Here’s to an excellent 2026!
What are your plans for 2026?
hi Bob, I just came across your blog. It is really very informative, I am surprised in this hectic world, you are able to research and type out so much information painstakingly and most importantly, you are willing to SHARE the information with others.
I have a few question about you covering your part living expenses for the year with 65k dividend. (1)So how does one do that? Do we uncheck the DRIP option and get the dividends paid out to us? Like for example, I have invested in ETFs through my bank, does the bank deposit the dividends in my respective RRSP or TFSA account as cash or my bank account?
(2)What ETF or stocks pay a good dividend and how much do we roughly need to invest to live off of dividend income? Say we need 100k per year. Any link to your previous is helpful too.

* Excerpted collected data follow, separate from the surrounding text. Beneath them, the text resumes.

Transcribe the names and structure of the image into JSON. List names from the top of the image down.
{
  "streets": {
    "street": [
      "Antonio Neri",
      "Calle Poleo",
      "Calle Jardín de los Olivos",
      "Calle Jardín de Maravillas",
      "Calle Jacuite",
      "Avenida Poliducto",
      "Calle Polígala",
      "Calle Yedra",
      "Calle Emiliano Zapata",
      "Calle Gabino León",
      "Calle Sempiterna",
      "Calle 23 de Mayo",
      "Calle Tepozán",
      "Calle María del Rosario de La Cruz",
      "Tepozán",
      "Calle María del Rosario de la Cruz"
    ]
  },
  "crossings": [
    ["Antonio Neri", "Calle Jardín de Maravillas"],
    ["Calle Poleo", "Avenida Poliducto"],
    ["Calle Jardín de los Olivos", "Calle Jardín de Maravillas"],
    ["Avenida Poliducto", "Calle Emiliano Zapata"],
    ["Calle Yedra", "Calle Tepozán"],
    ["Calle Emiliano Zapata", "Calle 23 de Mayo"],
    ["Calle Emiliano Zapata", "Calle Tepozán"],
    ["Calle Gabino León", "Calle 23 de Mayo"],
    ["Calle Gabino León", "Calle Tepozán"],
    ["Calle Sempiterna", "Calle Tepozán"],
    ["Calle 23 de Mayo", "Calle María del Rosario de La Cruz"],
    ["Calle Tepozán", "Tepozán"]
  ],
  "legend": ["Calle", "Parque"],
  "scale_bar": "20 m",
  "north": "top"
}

(3)Dividends get added as income to your current income for tax purposes right?
Thank you
Hi PR,
Thank you very much.
1. Well we are not using dividends to pay for our expenses yet. Right now we’re just reinvesting 100% of the dividends received. Once we are using dividends to pay for our expenses, we’d stop dripping and take out dividends.
2. The good rule of thumb is to calculate using 4%. If you want to be more conservative, 3% is a good estimate. So if you need 100k per year that means $2.5M at 4% and $3.33M at 3%.
3. Yes dividends in taxable accounts are added to our current income for tax purposes but dividends are more tax efficient than working income. We also receive dividends in TFSA and RRSP so these are either tax-free or tax-deferred.
Hope this helps.
Hello Tawcan,
I just read your reply to RR (above). It is a good response to his questions.
I believe there is a typo in the last sentence of your response. You write “We also receive dividends in TFSA and RRSP so these are NOT either tax-free or tax-deferred. (Emphasis mine.)”
I believe the NOT should not be in your response, as income in a TFSA is tax-free, and income in an RRSP is tax-deferred.
Dan
Thanks for pointing this out. Yes it was a typo and I fixed it. Thanks again.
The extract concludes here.